• **PROBLEM DESCRIPTION**: Take the listing below and print exactly the lines starting at the line containing "M586 1325H614L616 1352 588 1353Z" and ending at the line containing "M536 318 646 334", both ends included, and no others.

Segment Start: DATA SUPPLIED

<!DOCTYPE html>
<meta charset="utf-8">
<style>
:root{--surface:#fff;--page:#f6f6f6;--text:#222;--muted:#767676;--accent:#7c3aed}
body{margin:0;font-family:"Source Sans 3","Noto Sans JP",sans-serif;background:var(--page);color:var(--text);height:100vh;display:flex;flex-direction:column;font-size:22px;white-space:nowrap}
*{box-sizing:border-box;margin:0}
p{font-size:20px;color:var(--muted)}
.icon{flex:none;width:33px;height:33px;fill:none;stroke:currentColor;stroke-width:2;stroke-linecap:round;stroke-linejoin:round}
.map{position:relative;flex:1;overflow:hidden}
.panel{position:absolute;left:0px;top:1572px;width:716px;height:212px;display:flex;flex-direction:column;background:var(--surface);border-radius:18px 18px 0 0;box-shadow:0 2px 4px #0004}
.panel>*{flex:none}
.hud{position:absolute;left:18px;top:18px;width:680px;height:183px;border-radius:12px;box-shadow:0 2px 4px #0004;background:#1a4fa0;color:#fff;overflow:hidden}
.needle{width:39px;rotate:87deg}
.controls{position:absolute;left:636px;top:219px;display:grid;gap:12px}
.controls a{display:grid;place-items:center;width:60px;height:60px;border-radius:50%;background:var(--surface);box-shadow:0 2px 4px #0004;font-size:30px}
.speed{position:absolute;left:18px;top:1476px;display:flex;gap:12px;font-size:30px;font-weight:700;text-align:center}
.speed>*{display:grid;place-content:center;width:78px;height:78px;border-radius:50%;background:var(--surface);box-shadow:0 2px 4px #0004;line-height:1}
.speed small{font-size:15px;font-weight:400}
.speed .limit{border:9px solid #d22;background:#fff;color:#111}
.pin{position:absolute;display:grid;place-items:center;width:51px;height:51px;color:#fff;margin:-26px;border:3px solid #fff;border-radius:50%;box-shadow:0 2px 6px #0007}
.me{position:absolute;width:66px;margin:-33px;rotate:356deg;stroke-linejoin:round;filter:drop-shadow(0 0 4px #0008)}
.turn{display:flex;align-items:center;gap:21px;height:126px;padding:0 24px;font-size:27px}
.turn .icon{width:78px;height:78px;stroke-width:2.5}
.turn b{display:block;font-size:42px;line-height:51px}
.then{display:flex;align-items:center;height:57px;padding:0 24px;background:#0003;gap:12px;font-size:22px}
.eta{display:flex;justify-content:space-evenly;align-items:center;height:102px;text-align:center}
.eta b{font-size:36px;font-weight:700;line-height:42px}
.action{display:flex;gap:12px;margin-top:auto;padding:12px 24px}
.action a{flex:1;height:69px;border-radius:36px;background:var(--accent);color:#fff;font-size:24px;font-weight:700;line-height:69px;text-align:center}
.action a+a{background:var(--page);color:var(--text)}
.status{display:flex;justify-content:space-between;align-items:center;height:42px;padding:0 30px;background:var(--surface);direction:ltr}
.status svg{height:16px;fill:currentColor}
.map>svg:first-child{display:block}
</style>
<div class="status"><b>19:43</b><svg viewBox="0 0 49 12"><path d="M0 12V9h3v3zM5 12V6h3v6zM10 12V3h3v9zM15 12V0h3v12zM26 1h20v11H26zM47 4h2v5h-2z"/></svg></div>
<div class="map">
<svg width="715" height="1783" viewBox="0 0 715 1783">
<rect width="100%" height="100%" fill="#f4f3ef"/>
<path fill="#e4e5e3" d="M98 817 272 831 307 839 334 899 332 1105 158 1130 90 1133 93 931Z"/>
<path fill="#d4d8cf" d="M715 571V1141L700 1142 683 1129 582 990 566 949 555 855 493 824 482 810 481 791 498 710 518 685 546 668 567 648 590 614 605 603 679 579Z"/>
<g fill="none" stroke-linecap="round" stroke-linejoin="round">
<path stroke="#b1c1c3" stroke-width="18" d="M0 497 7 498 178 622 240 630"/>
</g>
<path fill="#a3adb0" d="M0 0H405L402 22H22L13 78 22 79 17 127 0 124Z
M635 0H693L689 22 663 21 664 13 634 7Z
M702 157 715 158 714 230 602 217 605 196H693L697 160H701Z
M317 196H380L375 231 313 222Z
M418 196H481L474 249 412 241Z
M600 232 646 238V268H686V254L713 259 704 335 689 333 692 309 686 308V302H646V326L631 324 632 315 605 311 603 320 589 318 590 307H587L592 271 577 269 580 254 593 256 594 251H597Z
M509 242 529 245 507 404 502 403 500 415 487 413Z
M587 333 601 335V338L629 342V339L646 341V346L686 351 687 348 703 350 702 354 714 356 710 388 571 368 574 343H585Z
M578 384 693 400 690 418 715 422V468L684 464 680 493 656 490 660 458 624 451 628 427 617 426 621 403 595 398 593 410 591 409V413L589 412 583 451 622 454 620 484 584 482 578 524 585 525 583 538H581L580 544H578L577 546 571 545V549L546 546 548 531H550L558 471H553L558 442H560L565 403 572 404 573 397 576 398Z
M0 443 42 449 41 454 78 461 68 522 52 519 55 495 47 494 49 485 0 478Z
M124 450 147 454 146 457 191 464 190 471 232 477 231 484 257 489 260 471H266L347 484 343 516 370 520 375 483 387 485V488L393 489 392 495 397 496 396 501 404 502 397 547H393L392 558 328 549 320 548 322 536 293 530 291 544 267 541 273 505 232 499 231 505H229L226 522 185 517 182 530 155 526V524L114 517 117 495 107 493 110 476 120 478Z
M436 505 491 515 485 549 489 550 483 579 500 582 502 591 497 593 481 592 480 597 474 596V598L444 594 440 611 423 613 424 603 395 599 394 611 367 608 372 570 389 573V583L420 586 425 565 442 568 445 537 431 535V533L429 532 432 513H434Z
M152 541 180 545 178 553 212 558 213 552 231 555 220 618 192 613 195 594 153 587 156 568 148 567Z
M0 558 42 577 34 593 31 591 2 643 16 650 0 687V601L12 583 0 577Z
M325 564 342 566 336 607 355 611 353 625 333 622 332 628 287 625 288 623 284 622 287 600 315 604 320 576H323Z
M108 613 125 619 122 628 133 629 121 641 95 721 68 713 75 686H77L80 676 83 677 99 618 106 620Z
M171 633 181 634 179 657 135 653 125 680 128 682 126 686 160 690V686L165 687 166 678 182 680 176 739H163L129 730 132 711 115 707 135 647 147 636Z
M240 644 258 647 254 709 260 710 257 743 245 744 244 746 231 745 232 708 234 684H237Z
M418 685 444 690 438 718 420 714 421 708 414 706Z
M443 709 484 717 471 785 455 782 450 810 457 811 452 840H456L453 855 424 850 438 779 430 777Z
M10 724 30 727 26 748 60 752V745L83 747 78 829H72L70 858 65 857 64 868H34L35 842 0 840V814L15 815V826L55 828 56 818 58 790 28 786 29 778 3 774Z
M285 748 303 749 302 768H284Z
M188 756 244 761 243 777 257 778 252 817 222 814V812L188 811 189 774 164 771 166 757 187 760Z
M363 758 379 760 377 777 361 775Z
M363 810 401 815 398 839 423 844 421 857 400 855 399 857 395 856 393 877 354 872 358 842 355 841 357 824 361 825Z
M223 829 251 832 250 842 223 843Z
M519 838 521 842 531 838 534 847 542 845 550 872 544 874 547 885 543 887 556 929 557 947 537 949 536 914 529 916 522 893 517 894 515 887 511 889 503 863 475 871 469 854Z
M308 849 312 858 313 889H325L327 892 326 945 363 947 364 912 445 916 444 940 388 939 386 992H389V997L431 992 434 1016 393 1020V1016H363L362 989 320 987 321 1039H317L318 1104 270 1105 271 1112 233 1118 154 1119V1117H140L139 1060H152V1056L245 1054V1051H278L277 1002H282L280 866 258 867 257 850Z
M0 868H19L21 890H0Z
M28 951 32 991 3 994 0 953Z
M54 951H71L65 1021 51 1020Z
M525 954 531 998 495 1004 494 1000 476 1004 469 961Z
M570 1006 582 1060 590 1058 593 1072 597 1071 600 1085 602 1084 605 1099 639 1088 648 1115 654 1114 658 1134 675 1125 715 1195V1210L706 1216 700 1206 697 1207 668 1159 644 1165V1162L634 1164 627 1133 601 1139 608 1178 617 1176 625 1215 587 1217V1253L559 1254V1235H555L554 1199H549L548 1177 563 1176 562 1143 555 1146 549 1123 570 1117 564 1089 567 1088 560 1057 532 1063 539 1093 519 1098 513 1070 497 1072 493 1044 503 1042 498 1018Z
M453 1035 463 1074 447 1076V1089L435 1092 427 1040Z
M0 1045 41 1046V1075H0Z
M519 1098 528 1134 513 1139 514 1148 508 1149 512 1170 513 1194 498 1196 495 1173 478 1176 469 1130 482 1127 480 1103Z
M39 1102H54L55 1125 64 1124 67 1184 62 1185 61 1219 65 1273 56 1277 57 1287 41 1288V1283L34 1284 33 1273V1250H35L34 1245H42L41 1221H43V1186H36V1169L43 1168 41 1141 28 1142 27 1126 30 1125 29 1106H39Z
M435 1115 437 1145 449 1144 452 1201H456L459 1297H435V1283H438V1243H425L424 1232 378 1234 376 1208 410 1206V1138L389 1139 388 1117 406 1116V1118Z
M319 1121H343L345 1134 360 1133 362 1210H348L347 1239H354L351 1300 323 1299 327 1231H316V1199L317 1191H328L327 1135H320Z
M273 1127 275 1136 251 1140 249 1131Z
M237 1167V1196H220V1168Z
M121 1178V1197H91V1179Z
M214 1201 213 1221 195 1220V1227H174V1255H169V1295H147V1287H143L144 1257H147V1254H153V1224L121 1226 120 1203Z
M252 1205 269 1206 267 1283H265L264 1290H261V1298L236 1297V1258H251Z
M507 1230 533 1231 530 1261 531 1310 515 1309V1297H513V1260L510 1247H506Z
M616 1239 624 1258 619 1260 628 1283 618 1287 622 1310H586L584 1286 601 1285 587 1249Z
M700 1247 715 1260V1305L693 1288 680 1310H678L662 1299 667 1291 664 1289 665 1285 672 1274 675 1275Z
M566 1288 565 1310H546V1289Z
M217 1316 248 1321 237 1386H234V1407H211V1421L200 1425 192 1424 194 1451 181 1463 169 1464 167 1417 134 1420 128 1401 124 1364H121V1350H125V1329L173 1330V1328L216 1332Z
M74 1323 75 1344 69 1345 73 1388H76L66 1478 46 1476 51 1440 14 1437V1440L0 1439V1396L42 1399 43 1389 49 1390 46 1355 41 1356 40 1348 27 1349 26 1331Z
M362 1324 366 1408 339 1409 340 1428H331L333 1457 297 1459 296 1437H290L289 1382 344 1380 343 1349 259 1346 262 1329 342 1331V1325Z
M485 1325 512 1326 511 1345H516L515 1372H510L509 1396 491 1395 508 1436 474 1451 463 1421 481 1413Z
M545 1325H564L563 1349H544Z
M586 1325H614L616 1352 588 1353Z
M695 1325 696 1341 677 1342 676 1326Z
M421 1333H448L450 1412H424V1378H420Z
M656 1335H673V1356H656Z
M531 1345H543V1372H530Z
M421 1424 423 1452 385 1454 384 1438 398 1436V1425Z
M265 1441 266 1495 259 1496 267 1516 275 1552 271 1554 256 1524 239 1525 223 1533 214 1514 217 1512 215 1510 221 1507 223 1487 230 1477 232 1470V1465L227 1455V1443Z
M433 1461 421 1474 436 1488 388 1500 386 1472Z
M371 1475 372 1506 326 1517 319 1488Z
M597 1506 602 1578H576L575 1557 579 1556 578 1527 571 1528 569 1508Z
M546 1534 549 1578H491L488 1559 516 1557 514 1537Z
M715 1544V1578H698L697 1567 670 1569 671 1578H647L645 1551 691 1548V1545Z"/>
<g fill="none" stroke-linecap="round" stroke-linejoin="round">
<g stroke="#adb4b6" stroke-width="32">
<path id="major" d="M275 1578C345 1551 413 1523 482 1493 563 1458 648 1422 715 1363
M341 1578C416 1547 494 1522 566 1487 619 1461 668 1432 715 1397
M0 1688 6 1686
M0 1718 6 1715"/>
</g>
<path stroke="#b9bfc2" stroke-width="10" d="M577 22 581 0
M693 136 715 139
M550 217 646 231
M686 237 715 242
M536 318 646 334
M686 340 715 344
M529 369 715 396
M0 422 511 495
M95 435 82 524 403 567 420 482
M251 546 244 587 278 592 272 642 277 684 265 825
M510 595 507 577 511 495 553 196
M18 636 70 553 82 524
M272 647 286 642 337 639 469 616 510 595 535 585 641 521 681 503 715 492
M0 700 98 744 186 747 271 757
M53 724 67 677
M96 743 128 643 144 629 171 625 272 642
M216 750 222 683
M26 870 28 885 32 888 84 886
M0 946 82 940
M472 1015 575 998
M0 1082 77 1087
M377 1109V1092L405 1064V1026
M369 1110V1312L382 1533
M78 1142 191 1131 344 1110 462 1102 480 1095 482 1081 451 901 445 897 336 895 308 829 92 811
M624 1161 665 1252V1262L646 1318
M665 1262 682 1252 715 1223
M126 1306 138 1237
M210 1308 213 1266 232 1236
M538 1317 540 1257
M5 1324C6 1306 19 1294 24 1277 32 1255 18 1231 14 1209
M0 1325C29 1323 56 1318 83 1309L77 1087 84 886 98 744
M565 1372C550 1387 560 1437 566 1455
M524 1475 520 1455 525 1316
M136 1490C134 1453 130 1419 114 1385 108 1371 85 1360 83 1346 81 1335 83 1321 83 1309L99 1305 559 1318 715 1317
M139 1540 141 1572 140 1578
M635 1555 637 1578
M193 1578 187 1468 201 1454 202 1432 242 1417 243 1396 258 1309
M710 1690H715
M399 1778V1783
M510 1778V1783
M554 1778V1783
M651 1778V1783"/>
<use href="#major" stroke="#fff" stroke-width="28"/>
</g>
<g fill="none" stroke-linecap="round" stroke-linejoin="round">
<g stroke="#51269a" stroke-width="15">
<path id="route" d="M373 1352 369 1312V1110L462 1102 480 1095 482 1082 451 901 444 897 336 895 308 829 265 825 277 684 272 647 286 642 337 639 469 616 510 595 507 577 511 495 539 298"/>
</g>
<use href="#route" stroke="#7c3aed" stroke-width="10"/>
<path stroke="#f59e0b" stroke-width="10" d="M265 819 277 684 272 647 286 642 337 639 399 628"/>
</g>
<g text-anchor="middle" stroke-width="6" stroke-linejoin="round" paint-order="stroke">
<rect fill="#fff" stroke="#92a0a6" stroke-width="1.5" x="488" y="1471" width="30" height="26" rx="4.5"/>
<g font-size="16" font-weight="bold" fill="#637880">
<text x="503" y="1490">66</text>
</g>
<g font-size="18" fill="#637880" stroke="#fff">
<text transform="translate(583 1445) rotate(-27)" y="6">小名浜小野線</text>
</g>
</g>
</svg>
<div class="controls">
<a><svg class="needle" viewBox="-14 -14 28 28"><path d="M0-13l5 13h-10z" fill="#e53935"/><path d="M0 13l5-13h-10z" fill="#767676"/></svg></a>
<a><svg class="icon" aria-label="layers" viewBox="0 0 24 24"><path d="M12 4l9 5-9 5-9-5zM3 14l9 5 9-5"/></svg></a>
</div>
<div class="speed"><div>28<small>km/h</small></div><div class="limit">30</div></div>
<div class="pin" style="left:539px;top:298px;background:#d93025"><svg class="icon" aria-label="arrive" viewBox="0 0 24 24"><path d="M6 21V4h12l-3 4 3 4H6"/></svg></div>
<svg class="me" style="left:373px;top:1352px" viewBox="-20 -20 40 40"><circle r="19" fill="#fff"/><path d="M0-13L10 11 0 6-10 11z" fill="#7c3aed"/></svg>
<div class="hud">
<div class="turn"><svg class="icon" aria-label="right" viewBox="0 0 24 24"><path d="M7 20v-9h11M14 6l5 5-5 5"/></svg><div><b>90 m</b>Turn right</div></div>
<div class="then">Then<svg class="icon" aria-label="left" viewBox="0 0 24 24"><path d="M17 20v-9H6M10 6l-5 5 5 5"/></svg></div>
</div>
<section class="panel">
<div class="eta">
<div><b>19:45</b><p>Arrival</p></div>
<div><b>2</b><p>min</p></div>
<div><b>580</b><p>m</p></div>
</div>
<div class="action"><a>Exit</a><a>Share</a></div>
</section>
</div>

Segment End: DATA SUPPLIED

• **TASK SOLUTION**:
M586 1325H614L616 1352 588 1353Z
M695 1325 696 1341 677 1342 676 1326Z
M421 1333H448L450 1412H424V1378H420Z
M656 1335H673V1356H656Z
M531 1345H543V1372H530Z
M421 1424 423 1452 385 1454 384 1438 398 1436V1425Z
M265 1441 266 1495 259 1496 267 1516 275 1552 271 1554 256 1524 239 1525 223 1533 214 1514 217 1512 215 1510 221 1507 223 1487 230 1477 232 1470V1465L227 1455V1443Z
M433 1461 421 1474 436 1488 388 1500 386 1472Z
M371 1475 372 1506 326 1517 319 1488Z
M597 1506 602 1578H576L575 1557 579 1556 578 1527 571 1528 569 1508Z
M546 1534 549 1578H491L488 1559 516 1557 514 1537Z
M715 1544V1578H698L697 1567 670 1569 671 1578H647L645 1551 691 1548V1545Z"/>
<g fill="none" stroke-linecap="round" stroke-linejoin="round">
<g stroke="#adb4b6" stroke-width="32">
<path id="major" d="M275 1578C345 1551 413 1523 482 1493 563 1458 648 1422 715 1363
M341 1578C416 1547 494 1522 566 1487 619 1461 668 1432 715 1397
M0 1688 6 1686
M0 1718 6 1715"/>
</g>
<path stroke="#b9bfc2" stroke-width="10" d="M577 22 581 0
M693 136 715 139
M550 217 646 231
M686 237 715 242
M536 318 646 334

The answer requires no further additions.